··· Data under study ···
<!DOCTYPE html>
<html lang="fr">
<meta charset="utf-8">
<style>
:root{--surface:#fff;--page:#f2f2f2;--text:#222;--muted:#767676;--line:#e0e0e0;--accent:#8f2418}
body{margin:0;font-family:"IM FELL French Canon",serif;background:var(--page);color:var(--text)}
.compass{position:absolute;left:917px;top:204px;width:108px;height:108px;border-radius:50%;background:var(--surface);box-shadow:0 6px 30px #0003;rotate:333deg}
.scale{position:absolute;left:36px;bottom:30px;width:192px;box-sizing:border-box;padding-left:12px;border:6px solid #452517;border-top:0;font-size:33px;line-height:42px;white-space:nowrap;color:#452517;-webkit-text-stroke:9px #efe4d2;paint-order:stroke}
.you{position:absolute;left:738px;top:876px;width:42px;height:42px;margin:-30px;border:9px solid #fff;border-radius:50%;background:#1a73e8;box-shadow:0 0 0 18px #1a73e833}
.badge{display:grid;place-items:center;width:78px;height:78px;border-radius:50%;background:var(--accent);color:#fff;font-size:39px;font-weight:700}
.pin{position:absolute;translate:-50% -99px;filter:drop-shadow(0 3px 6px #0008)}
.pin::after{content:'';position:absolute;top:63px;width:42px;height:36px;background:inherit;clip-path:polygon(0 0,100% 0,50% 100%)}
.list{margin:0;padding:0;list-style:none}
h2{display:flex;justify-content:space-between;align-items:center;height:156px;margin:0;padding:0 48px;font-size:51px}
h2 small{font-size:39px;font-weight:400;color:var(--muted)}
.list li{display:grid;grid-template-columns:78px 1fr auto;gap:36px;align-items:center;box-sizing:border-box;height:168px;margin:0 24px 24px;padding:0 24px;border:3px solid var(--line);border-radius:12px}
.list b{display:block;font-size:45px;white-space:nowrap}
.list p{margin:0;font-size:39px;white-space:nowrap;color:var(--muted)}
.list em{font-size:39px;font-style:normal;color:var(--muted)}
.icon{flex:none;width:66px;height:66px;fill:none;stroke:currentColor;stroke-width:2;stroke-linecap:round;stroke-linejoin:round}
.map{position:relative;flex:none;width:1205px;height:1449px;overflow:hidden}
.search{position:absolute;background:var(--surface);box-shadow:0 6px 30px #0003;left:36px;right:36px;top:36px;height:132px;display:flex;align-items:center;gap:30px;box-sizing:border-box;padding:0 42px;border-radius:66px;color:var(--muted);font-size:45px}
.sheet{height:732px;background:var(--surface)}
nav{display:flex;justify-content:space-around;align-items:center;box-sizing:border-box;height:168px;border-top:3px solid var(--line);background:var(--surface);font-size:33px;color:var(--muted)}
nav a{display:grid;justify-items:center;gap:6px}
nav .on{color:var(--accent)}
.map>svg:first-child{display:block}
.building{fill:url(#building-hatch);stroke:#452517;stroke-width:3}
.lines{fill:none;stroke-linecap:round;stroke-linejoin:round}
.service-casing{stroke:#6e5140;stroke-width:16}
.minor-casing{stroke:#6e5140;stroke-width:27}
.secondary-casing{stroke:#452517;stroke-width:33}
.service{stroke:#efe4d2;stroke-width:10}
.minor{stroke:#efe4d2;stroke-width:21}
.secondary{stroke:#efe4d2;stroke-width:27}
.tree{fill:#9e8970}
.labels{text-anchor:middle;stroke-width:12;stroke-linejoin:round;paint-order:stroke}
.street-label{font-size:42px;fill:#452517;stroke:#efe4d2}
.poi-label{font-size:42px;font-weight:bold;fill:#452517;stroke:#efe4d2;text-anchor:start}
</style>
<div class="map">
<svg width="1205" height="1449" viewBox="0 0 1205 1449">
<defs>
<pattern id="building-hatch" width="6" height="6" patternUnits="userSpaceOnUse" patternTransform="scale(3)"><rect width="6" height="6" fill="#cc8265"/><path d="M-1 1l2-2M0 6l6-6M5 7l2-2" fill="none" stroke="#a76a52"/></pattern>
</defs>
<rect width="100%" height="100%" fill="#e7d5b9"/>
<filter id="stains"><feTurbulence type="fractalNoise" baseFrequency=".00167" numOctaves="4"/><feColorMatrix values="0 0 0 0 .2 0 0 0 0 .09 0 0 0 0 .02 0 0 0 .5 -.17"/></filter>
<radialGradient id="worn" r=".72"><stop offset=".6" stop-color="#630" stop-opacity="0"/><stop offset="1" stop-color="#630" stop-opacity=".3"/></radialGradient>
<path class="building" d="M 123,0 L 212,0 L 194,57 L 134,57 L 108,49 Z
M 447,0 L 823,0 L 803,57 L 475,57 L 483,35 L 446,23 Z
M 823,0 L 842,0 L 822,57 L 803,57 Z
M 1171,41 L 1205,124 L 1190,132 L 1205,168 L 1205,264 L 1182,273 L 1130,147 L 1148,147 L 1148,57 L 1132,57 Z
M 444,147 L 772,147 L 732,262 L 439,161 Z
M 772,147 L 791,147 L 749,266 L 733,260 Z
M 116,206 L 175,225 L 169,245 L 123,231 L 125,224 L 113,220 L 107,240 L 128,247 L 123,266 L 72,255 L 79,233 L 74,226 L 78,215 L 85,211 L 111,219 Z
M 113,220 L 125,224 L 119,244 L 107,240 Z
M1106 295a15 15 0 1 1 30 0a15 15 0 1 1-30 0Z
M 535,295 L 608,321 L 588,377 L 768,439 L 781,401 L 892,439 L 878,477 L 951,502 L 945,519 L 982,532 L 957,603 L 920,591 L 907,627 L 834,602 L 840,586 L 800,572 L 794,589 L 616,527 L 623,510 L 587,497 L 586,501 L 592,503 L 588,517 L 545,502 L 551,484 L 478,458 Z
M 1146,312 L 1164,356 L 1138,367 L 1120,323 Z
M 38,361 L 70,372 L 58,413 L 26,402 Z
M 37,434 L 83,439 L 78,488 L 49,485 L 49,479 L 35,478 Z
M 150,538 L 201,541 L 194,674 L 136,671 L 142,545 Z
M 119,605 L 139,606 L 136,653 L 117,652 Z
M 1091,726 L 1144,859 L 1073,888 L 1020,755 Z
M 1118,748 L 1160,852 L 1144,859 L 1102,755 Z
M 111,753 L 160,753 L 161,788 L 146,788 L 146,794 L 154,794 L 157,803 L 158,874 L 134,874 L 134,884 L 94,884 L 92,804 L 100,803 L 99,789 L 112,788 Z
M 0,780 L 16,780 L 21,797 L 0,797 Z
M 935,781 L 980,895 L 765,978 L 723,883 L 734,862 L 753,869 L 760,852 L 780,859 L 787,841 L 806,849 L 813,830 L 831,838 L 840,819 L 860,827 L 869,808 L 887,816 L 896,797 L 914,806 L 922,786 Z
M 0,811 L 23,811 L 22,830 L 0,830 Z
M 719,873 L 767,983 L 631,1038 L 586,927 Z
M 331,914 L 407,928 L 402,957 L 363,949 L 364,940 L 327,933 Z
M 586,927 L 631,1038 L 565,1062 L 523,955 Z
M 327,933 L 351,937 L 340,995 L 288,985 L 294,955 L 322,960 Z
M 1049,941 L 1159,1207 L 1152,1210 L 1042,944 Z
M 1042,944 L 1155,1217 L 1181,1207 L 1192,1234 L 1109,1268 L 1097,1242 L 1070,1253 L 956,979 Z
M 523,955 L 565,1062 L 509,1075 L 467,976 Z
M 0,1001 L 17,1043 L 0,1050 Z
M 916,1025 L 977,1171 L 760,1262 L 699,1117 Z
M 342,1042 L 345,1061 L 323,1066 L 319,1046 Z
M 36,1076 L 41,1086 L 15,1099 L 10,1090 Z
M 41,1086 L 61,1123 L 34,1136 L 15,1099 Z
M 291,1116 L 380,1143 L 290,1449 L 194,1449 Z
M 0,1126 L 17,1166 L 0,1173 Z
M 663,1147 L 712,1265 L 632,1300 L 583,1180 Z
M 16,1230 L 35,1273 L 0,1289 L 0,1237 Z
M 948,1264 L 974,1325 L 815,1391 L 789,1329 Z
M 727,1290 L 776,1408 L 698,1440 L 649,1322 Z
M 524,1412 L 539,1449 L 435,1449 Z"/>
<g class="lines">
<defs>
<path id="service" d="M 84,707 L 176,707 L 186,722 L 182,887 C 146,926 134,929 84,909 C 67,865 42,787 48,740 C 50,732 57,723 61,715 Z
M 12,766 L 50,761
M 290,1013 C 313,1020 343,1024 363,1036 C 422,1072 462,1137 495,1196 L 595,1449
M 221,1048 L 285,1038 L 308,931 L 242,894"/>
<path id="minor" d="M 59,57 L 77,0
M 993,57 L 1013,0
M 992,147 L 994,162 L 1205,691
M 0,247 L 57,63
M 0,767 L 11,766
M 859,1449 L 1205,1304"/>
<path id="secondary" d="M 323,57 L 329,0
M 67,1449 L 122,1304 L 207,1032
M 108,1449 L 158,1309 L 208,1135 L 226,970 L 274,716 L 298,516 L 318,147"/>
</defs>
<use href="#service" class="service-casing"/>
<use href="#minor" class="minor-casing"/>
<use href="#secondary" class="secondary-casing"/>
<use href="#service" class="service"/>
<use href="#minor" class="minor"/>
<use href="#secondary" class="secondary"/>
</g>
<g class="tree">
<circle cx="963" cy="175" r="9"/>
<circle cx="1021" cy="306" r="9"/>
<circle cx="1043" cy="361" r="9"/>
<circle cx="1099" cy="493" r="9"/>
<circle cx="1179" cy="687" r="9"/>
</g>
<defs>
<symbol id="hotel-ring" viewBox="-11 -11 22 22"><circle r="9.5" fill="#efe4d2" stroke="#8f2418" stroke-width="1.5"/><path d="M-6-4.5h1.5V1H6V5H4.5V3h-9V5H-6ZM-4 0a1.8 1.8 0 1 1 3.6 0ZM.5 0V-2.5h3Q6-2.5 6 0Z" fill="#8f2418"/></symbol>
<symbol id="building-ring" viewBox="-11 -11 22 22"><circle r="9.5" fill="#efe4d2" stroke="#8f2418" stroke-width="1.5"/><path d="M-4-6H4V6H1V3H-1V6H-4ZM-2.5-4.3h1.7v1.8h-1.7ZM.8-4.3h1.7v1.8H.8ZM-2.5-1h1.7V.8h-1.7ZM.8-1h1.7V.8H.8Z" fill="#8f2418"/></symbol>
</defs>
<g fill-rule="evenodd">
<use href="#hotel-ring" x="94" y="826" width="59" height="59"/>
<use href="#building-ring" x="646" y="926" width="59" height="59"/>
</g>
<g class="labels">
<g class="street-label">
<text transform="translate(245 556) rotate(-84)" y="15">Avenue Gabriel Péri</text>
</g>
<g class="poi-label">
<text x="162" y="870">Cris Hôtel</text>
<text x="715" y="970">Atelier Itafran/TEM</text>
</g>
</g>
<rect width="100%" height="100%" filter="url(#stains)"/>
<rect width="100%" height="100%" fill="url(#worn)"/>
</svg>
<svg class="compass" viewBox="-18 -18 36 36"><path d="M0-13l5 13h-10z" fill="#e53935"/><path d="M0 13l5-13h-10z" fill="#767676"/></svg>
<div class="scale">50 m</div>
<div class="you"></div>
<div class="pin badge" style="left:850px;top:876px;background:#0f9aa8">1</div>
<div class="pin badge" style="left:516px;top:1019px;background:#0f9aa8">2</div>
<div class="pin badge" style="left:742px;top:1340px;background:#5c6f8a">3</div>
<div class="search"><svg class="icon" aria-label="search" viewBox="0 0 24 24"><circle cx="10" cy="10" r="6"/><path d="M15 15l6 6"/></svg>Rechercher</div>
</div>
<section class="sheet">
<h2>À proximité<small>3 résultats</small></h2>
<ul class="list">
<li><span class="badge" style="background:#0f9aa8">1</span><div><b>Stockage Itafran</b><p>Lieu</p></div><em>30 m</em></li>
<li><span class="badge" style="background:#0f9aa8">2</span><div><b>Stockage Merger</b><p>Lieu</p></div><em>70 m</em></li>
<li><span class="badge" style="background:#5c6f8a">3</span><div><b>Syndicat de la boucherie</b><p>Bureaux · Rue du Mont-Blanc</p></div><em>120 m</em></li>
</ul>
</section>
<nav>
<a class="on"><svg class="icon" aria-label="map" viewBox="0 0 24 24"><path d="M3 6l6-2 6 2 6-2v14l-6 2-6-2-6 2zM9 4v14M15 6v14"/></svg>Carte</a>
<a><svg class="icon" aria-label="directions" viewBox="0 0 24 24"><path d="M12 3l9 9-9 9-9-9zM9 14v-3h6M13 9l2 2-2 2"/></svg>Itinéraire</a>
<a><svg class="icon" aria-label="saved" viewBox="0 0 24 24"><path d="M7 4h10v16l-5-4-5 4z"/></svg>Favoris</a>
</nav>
···
What is needed is every line of the records that contains the word "lines".

.lines{fill:none;stroke-linecap:round;stroke-linejoin:round}
<g class="lines">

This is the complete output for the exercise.